The mere mention of fossil fuel phaseouts in the UN climate summit's texts is not enough to save humanity or the planet, and the oil and gas lobby is weakening commitments in Glasgow even further, international environmental groups say.

Vigorous commitments to phase out fossil fuels and end subsidies to the oil and gas sector need to occur during the final hours of negotiations at COP26 to avert climate catastrophe, Harjeet Singh of Climate Action Network (CAN) International said during a Friday morning press conference.

“We all know that fossil fuel has been the major, major cause of the problem, but this elephant has not even been in the room,” he said, adding the UN’s 2015 Paris Accord, the current global blueprint to address the climate crisis, fails to mention fossil fuel phaseouts.

Yet a mention of winding down coal in the latest draft of the negotiation text has been weakened, Singh said, undermining already insufficient commitments on fossil fuels.

An earlier version of the draft text urged countries to “accelerate the phasing-out of coal and subsidies for fossil fuels.” The latest draft coming out of COP26 Friday morning, the last official day of the conference, instead pushes for a phaseout of “unabated coal power” and an end to “inefficient subsidies for fossil fuels.”

Mentioning fossil fuels in the UN climate summit's texts is not enough to save humanity or the planet, international environmental groups say. #COP26 #COP26xCNO

Catherine Abreu, founder of climate advocacy group Destination Zero and member of Canada’s net-zero advisory body, highlighted the irony that after three decades, climate summits still aren’t structured to tackle the biggest problem.

“This process that we designed … to take collective action on the climate crisis, has had almost nothing to say about the predominant cause of the climate crisis — the production and combustion of fossil fuels,” Abreu said.

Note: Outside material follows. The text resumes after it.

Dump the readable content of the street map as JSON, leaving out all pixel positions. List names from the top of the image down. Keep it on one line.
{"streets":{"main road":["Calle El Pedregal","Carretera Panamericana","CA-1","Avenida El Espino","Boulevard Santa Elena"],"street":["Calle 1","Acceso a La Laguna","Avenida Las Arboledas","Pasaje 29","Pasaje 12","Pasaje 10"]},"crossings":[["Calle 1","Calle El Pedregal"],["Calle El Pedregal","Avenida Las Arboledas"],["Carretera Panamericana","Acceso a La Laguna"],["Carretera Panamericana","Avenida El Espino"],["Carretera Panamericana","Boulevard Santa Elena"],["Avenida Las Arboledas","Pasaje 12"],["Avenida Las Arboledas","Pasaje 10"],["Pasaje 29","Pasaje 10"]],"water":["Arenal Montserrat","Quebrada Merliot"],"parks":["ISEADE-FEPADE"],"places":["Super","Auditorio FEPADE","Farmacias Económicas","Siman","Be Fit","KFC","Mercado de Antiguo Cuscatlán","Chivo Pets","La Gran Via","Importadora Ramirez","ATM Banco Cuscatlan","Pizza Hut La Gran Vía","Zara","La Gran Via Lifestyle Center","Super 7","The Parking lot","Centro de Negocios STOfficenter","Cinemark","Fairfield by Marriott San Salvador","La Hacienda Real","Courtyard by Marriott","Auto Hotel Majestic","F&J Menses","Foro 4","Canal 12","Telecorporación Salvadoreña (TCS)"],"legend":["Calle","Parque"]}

“It's as if we built an entire multilateral system to address a global pandemic and never let it be said that the virus causing the pandemic was COVID-19.”

Abreu noted the number of fossil fuel lobbyists at COP26 outnumbers even the largest nations’ official delegations at the summit.

“We have sadly seen the hand of fossil fuel interests interfering with that text to water it down with weasel words like ‘unabated coal’ or ‘inefficient fossil fuel’ subsidies,” she said, noting such language has been employed in negotiations before, and without concrete action or phaseouts stipulated in COP26 agreements, there will be no possibility of limiting global warming to 1.5 C to avoid calamitous climate impacts.

Catherine Abreu, founder of Destination Zero, said the number of fossil fuel lobbyists outnumber even the largest nations’ official delegations at the UN climate conference in Glasgow. COP26 Screen shot

The world's five wealthiest nations — Canada, the U.S., Australia, Norway and the U.K. — are spending over $150 billion of taxpayers' money on fossil fuels, said Abreu, referring to a new report, The Fossil Fuelled 5, which outlines the widening gap between nations’ rhetoric on climate action and their plans to grow fossil fuel production.

Ottawa has committed to increasing the price of carbon but has also provided approximately $17 billion in public finance to three fossil fuel pipelines between 2018 and 2020, according to the study by produced by the University of Sussex in co-operation with the Fossil Fuel Non-Proliferation Treaty Initiative.

Tzeporah Berman, the treaty’s chair and international program director for Stand.earth, noted Canada touts itself as a global climate leader, but its emissions have continued to rise since signing the Paris Agreement.

“The Canadian government subsidizes the sector more than any other G20 nation,” Berman said, adding the report illustrates why Ottawa is blocking any binding agreements for a wind-down of fossil fuel production at the UN summit.

“It’s not too late to turn things around,” she said, urging Steven Guilbeault, Canada’s environment minister, to return home and put a meaningful cap on emissions from the oil and gas industry.

“Canada can then rejoin the international negotiating table with a real intention to be part of the solution, rather than accelerating the climate emergency,” she said.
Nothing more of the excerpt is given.